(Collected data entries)

== Segment start ==

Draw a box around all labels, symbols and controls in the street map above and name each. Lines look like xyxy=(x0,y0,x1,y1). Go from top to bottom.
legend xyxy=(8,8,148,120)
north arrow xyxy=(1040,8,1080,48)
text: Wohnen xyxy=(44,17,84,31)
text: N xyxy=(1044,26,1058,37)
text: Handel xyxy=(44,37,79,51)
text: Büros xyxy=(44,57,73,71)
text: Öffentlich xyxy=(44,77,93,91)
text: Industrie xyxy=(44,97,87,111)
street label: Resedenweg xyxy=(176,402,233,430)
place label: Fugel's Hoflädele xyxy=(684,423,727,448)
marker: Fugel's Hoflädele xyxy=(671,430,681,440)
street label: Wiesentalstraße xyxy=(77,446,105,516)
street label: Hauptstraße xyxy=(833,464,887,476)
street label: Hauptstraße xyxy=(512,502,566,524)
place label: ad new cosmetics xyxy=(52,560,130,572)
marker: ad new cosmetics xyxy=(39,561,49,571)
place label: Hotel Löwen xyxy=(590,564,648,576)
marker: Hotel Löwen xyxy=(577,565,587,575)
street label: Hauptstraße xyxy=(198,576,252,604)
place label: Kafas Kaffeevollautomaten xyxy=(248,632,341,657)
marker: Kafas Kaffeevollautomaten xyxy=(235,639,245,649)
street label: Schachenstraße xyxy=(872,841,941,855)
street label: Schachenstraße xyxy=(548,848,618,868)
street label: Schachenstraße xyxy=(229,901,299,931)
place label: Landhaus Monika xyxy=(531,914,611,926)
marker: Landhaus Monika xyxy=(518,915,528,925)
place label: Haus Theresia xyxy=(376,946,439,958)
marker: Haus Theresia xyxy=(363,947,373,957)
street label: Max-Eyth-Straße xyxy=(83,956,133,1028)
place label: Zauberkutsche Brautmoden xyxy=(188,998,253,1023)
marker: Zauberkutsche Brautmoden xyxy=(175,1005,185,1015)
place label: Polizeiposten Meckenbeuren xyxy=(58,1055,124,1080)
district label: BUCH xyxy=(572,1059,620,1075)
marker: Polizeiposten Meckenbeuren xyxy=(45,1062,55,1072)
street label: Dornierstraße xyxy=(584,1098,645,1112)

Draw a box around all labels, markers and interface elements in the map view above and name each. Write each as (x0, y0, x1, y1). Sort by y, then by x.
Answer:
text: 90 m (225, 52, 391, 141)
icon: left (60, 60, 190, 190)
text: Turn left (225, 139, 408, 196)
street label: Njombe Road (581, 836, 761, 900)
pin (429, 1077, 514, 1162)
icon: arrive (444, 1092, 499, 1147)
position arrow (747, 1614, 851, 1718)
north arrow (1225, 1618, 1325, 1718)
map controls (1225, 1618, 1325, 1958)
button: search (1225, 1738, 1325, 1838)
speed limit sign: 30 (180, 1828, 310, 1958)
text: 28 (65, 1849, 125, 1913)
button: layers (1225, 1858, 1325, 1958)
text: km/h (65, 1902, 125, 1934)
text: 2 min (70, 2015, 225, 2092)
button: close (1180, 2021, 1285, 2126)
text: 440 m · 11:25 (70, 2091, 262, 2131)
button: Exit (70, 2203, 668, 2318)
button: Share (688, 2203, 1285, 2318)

== Segment end ==

__To do__:
Repeat the data. Keep every word the same.

__Answer section__:
Draw a box around all labels, symbols and controls in the street map above and name each. Lines look like xyxy=(x0,y0,x1,y1). Go from top to bottom.
legend xyxy=(8,8,148,120)
north arrow xyxy=(1040,8,1080,48)
text: Wohnen xyxy=(44,17,84,31)
text: N xyxy=(1044,26,1058,37)
text: Handel xyxy=(44,37,79,51)
text: Büros xyxy=(44,57,73,71)
text: Öffentlich xyxy=(44,77,93,91)
text: Industrie xyxy=(44,97,87,111)
street label: Resedenweg xyxy=(176,402,233,430)
place label: Fugel's Hoflädele xyxy=(684,423,727,448)
marker: Fugel's Hoflädele xyxy=(671,430,681,440)
street label: Wiesentalstraße xyxy=(77,446,105,516)
street label: Hauptstraße xyxy=(833,464,887,476)
street label: Hauptstraße xyxy=(512,502,566,524)
place label: ad new cosmetics xyxy=(52,560,130,572)
marker: ad new cosmetics xyxy=(39,561,49,571)
place label: Hotel Löwen xyxy=(590,564,648,576)
marker: Hotel Löwen xyxy=(577,565,587,575)
street label: Hauptstraße xyxy=(198,576,252,604)
place label: Kafas Kaffeevollautomaten xyxy=(248,632,341,657)
marker: Kafas Kaffeevollautomaten xyxy=(235,639,245,649)
street label: Schachenstraße xyxy=(872,841,941,855)
street label: Schachenstraße xyxy=(548,848,618,868)
street label: Schachenstraße xyxy=(229,901,299,931)
place label: Landhaus Monika xyxy=(531,914,611,926)
marker: Landhaus Monika xyxy=(518,915,528,925)
place label: Haus Theresia xyxy=(376,946,439,958)
marker: Haus Theresia xyxy=(363,947,373,957)
street label: Max-Eyth-Straße xyxy=(83,956,133,1028)
place label: Zauberkutsche Brautmoden xyxy=(188,998,253,1023)
marker: Zauberkutsche Brautmoden xyxy=(175,1005,185,1015)
place label: Polizeiposten Meckenbeuren xyxy=(58,1055,124,1080)
district label: BUCH xyxy=(572,1059,620,1075)
marker: Polizeiposten Meckenbeuren xyxy=(45,1062,55,1072)
street label: Dornierstraße xyxy=(584,1098,645,1112)

Draw a box around all labels, markers and interface elements in the map view above and name each. Write each as (x0, y0, x1, y1). Sort by y, then by x.
Answer:
text: 90 m (225, 52, 391, 141)
icon: left (60, 60, 190, 190)
text: Turn left (225, 139, 408, 196)
street label: Njombe Road (581, 836, 761, 900)
pin (429, 1077, 514, 1162)
icon: arrive (444, 1092, 499, 1147)
position arrow (747, 1614, 851, 1718)
north arrow (1225, 1618, 1325, 1718)
map controls (1225, 1618, 1325, 1958)
button: search (1225, 1738, 1325, 1838)
speed limit sign: 30 (180, 1828, 310, 1958)
text: 28 (65, 1849, 125, 1913)
button: layers (1225, 1858, 1325, 1958)
text: km/h (65, 1902, 125, 1934)
text: 2 min (70, 2015, 225, 2092)
button: close (1180, 2021, 1285, 2126)
text: 440 m · 11:25 (70, 2091, 262, 2131)
button: Exit (70, 2203, 668, 2318)
button: Share (688, 2203, 1285, 2318)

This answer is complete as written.